Why is your contract end date important?

Let’s look at two different scenarios when it comes to the end date of your agreement.

(Note: the timeframes discussed in these two scenarios is based on the date of filming, not today’s date)

Scenario #1

You rifle through all your paperwork and you find out the end date of your current gas agreement is at the end of March. You have a short timeframe in which to look at your options.

The first day you look at is the number of days you have to terminate with your current supplier. It could be 30 or 60 days. You might love your current incumbent, but you do want to shop the market and see what’s out there. If you have a 60-day termination clause, now you have to go with your current incumbent and you can’t explore the market.

Couple that with the weather pattern we’re currently having and prices that have risen dramatically over the past couple weeks. Now, prices have gone up, and you really have no other options to look at besides your current supplier.

Scenario #2

You look through your current power agreement and find out that the end date is December 2021. What are your options?

You can go to market and get rates from suppliers for a December 2021 start date. This gives you a benchmark so you can set up a market watch. A market watch enables you to set a trigger point for a price you’re looking for over the course of the next few months.

Say it’s June, and you wanted a five or ten percent savings against that benchmark rate. Now, you have even more options. You can sign with your current incumbent and renew your contract with them starting December 2021. You can go out to market again and see which suppliers might be offering even lower rates than your trigger point.

A third option — and maybe the best — is using a reverse auction. You can utilize technology to get the best of both worlds.

Knowing your end date gives you options.

So, you can see in Scenario 2 you have many more options to impact your bottom line when it comes to your energy procurement than you do in Scenario 1.

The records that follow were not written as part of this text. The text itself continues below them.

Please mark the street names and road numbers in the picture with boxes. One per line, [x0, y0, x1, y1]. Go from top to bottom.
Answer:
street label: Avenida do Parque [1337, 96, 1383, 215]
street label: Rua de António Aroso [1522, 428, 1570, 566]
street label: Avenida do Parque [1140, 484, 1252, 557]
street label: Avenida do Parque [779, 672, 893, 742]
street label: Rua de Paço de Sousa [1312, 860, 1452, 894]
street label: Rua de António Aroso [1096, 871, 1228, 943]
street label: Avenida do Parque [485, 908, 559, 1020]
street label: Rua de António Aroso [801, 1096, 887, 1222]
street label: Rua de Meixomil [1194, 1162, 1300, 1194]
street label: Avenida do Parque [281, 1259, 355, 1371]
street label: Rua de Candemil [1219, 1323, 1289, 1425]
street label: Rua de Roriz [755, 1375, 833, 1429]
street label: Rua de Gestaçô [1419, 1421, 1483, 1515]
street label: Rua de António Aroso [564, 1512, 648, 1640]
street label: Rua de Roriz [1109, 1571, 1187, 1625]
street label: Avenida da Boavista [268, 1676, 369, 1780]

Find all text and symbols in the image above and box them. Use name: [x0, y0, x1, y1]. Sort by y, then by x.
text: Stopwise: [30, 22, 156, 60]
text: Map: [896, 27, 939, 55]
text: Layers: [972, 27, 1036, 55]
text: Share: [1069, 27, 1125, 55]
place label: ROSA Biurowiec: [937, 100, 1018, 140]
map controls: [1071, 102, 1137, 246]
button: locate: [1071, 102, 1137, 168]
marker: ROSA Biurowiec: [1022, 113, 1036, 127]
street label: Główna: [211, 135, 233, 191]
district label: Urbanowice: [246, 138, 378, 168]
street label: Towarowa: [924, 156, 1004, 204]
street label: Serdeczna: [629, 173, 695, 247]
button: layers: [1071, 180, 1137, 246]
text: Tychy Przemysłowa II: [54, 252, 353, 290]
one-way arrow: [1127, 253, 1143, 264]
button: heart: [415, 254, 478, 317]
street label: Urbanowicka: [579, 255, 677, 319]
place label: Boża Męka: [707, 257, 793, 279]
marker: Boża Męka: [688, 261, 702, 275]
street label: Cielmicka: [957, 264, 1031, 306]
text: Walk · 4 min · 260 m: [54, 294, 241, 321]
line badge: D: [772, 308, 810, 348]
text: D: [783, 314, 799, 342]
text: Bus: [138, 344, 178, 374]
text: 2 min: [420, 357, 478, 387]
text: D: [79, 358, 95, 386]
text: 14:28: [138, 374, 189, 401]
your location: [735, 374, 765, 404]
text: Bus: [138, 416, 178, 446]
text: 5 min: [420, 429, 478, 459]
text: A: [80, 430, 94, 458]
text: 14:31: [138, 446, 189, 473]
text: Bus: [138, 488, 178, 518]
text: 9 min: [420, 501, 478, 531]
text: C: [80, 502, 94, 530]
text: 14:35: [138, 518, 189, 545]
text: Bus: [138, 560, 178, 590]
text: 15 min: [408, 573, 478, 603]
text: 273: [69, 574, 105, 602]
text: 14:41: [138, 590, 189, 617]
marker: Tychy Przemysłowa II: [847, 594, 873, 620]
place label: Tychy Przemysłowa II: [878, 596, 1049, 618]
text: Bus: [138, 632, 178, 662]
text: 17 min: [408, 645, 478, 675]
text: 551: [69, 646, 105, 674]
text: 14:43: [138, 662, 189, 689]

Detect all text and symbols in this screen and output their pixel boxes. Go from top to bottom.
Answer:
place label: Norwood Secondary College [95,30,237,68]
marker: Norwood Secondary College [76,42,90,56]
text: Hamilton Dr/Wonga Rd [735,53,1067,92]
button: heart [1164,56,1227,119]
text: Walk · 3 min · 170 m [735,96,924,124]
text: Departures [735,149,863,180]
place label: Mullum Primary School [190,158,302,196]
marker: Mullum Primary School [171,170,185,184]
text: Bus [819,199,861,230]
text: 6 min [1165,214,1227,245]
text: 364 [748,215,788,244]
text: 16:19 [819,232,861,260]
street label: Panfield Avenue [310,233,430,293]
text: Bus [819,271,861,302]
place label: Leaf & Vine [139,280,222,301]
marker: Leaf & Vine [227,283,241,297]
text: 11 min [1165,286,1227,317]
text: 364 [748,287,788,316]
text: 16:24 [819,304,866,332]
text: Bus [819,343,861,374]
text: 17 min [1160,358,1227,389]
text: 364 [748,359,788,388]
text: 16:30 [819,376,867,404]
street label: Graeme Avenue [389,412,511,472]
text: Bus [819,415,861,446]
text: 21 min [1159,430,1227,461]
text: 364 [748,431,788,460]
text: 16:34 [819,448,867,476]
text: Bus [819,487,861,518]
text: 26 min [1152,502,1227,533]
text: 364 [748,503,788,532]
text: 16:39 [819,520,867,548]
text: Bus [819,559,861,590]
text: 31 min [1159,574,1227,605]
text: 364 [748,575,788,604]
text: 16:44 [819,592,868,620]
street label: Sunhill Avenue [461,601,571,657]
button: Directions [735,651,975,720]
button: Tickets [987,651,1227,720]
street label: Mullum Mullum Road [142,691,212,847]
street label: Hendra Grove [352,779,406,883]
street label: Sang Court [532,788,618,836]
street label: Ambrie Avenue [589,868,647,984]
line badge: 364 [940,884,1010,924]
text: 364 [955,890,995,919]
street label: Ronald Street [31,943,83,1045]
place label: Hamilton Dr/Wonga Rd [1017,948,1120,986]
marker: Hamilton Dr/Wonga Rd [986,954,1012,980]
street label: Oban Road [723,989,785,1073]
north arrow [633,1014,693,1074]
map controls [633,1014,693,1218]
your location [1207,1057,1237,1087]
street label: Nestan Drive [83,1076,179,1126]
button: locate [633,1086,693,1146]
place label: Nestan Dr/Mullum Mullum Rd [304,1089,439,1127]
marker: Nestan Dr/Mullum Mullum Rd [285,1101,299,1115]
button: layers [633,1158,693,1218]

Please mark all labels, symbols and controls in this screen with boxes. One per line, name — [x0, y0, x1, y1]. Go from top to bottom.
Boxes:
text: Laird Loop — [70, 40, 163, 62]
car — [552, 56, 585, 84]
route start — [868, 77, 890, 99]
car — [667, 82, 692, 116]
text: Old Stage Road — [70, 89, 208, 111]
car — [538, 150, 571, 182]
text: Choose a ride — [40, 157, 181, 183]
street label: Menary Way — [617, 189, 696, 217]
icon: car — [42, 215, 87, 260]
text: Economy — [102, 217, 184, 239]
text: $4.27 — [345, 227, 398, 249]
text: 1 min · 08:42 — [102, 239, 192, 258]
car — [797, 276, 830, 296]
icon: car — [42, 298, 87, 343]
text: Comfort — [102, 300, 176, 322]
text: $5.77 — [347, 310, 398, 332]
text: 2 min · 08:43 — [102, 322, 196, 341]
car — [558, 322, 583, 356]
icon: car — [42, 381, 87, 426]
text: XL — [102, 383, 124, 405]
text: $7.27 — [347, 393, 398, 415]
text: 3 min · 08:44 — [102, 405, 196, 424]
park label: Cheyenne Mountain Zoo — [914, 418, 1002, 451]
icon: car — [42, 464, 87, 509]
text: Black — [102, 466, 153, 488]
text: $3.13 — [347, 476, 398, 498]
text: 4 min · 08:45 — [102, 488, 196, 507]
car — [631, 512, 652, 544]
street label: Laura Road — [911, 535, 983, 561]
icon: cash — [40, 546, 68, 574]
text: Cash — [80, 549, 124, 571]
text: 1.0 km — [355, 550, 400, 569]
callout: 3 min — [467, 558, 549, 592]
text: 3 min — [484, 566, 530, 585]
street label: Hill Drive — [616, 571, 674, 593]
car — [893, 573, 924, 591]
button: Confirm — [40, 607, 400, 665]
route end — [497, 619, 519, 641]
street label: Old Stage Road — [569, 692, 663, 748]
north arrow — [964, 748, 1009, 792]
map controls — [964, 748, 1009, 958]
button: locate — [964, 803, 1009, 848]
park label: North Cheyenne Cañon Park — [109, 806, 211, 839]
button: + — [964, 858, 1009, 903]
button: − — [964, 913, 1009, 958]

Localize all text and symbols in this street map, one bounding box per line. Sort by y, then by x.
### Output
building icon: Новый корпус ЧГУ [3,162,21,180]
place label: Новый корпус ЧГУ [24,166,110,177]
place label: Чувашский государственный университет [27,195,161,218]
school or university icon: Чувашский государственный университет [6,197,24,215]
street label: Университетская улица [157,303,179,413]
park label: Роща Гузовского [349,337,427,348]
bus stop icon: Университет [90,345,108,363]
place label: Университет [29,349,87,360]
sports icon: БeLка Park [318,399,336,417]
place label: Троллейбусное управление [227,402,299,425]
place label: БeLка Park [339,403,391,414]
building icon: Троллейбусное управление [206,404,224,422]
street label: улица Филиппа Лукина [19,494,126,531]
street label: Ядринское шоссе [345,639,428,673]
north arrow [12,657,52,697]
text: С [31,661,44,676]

So whether it’s two months, ten months, or even 24 months from now, knowing the end date of your energy agreements can have a significant impact on the options you have. The earlier you look at your agreements will increase your opportunities to make the best decision at the best time for your facility.

 

Thank you for watching! I hope you found today’s video valuable. In our next segment, we’ll be exploring a way to create a new revenue stream for your facility in the form of a demand response program. Stay warm out there, and have a great week!